Lars crouched down on the ceramic tiles and squinted at the unit’s diagnostic panel. “You said it forced you onto a wheat-only diet plan, Miss Wheeler?”
“That’s right.” She was standing at the far end of the room, a look of unease on her slender face. Her petite nose curved above narrow lips; features that seemed remarkably familiar to him. When she’d first answered the door, Lars had almost thought he’d called in on his wife by mistake. “But that’s not all. It…talks to me.”
The unit was supposed to be conversational–provide recipe suggestions, offer dietary advice–but Lars had a feeling she meant something else entirely. He let out a deep breath and flipped the debugging switch. A blue light swelled on the panel.
“What have you been saying to Miss Wheeler?” he asked.

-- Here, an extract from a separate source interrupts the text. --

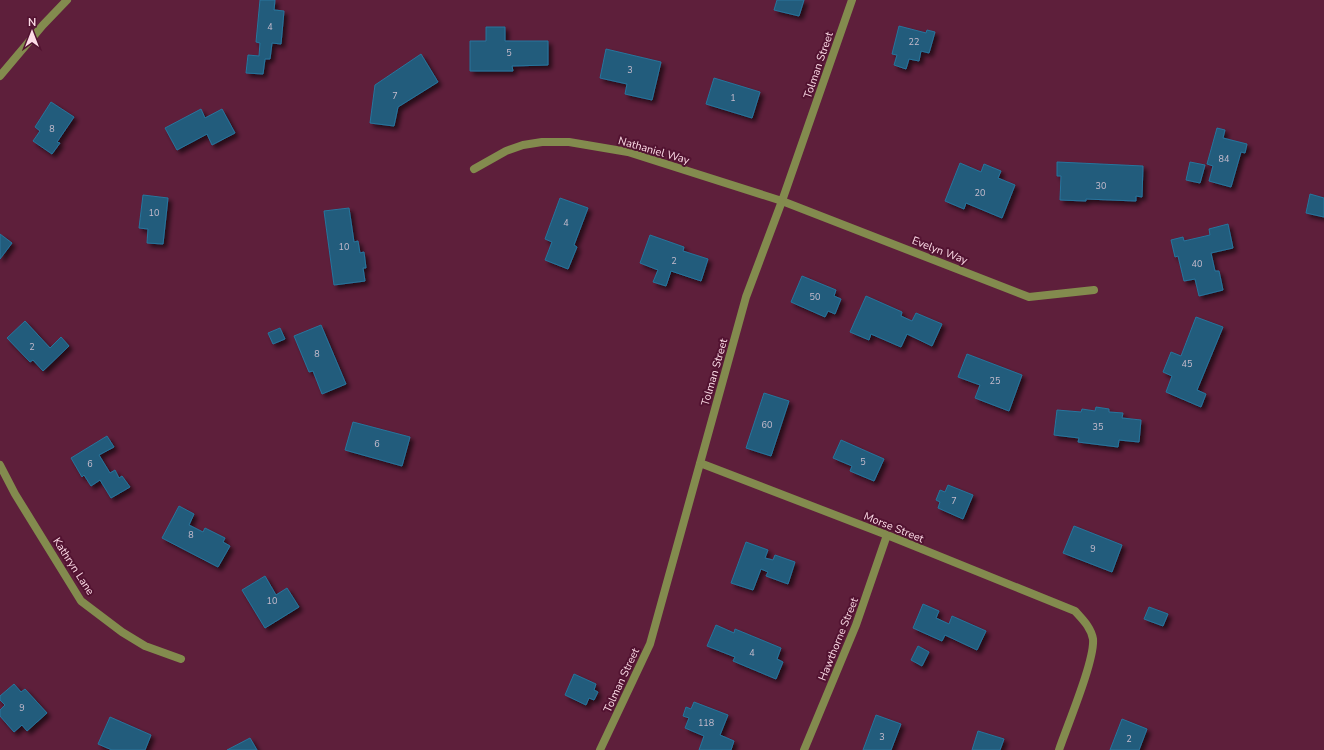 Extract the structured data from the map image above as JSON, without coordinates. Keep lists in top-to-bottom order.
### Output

“I want her to know how much I adore her,” the fridge said. “The curves of her body set my circuits ablaze with passion.”
Lars glanced at the woman and raised an eyebrow. “You love her?”
“With every inch of my silicon, yes. But I fear she does not feel the same. She spurns my advances. Hides behind a wall of silence.”
Lars frowned and wiped a hand on his green coveralls. The third-gen models were prone to memory leaks, which might have warped its personality matrix. If he didn’t fix it soon, the bug could spread across the whole network. He surveyed the other appliances in the room–the dishwasher, the oven, the toaster–and wondered what a lovesick kitchen might look like. He hoped he wouldn’t have to find out.
“What am I supposed to do?” Miss Wheeler said. “Sing it love songs while it feeds me bread?”
“Not just bread.” The unit’s blue light pulsed. “She likes bagels and waffles. Pop tarts too.”
Pop tarts? Lars’ eyes shot to the small chrome box sitting on the counter. “Is that a smart-toaster, Miss Wheeler?”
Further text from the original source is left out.